The century year old Young house was built at a time when Brownsville was growing at a rapid pace, and it’s beauty can be seen from the inside and out.
“It’s hard to maintain it and to preserve something like this, shows a classic period of architecture, shows an era of society that we should never lose sight of,” Fernandez said, who had an aunt grow up in the house.
The house features classic interior architecture from the early 1900s, including fireplaces, staircases, windows and original oak wood that the notable Young family fashioned.
“John Young was a larger than life figure by far a lot of his life and family is written into the pages of history for South Texas,” Fernandez said.

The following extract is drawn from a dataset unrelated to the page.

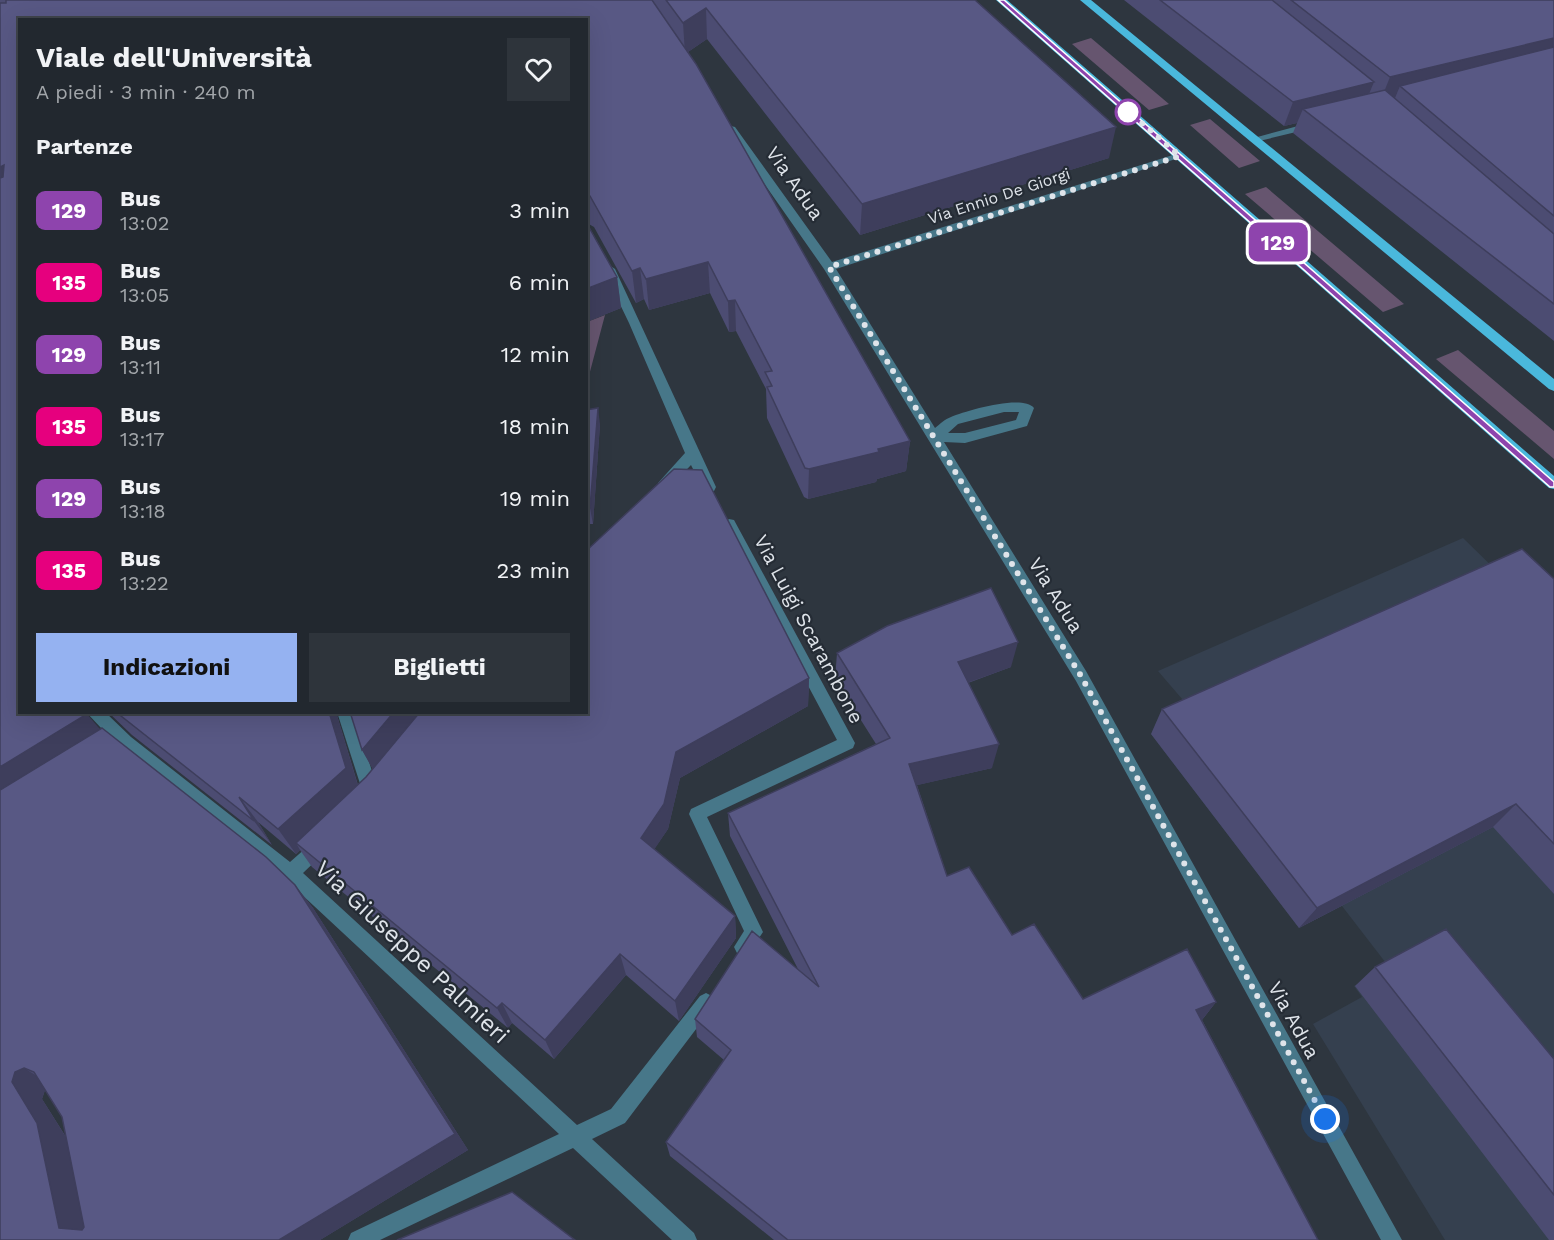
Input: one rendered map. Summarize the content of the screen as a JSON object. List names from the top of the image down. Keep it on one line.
{"streets":{"street":["Via Adua","Via Ennio De Giorgi","Via Luigi Scarambone","Via Giuseppe Palmieri"]},"crossings":[["Via Adua","Via Ennio De Giorgi"]],"lines":["bus line 129"],"page":{"on_map":"129","heading":[["Viale dell'Università","A piedi · 3 min · 240 m"],"Partenze"],"list":[{"mark":"129","name":"Bus","note":"13:02","value":"3 min"},{"mark":"135","name":"Bus","note":"13:05","value":"6 min"},{"mark":"129","name":"Bus","note":"13:11","value":"12 min"},{"mark":"135","name":"Bus","note":"13:17","value":"18 min"},{"mark":"129","name":"Bus","note":"13:18","value":"19 min"},{"mark":"135","name":"Bus","note":"13:22","value":"23 min"}],"buttons":["Indicazioni","Biglietti"]}}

Young was a wealthy rancher and land owner who controlled many acres in the upper Rio Grande Valley. He had the house built in 1912, but reportedly died in 1913, one year after its completion.
He was survived by wife Alberta Young and daughter Sarah Young Fernandez.
The house remained in the Young family until the 195Os, which is just one of the pioneer families that settled in present day downtown.
“All of the great families that founded South Texas lived in Brownsville,” Fernandez said.
Today, the Young house, which is now home to the office of the Brownsville Community Improvement Corporation, serves as reminder of the importance of preservation.